[Data extracted from a collection]

----

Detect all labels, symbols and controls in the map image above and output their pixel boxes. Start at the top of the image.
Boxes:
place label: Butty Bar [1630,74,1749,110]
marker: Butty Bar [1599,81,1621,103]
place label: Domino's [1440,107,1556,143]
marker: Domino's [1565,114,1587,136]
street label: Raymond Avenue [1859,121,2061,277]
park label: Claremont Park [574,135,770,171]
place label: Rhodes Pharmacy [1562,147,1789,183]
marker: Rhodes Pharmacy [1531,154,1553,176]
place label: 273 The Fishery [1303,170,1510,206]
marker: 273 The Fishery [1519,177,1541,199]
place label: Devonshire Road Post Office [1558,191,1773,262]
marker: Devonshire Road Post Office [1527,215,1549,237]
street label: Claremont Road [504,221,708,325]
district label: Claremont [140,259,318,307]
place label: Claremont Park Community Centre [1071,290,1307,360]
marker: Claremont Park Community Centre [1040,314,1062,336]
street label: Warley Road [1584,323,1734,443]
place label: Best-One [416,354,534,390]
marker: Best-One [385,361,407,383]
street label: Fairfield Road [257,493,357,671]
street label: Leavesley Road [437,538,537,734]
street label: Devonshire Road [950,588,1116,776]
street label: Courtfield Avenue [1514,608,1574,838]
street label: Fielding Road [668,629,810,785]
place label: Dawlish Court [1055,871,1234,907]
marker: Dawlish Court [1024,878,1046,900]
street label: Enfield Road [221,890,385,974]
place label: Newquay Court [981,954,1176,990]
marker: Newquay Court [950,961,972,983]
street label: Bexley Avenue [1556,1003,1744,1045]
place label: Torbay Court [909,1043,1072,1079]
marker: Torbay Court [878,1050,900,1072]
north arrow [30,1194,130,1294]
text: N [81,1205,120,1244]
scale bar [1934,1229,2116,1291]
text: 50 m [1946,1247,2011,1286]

----

WORK TO BE COMPLETED: All lines above that include the word "Road" should be located and copied.

TASK SOLUTION:
place label: Devonshire Road Post Office [1558,191,1773,262]
marker: Devonshire Road Post Office [1527,215,1549,237]
street label: Claremont Road [504,221,708,325]
street label: Warley Road [1584,323,1734,443]
street label: Fairfield Road [257,493,357,671]
street label: Leavesley Road [437,538,537,734]
street label: Devonshire Road [950,588,1116,776]
street label: Fielding Road [668,629,810,785]
street label: Enfield Road [221,890,385,974]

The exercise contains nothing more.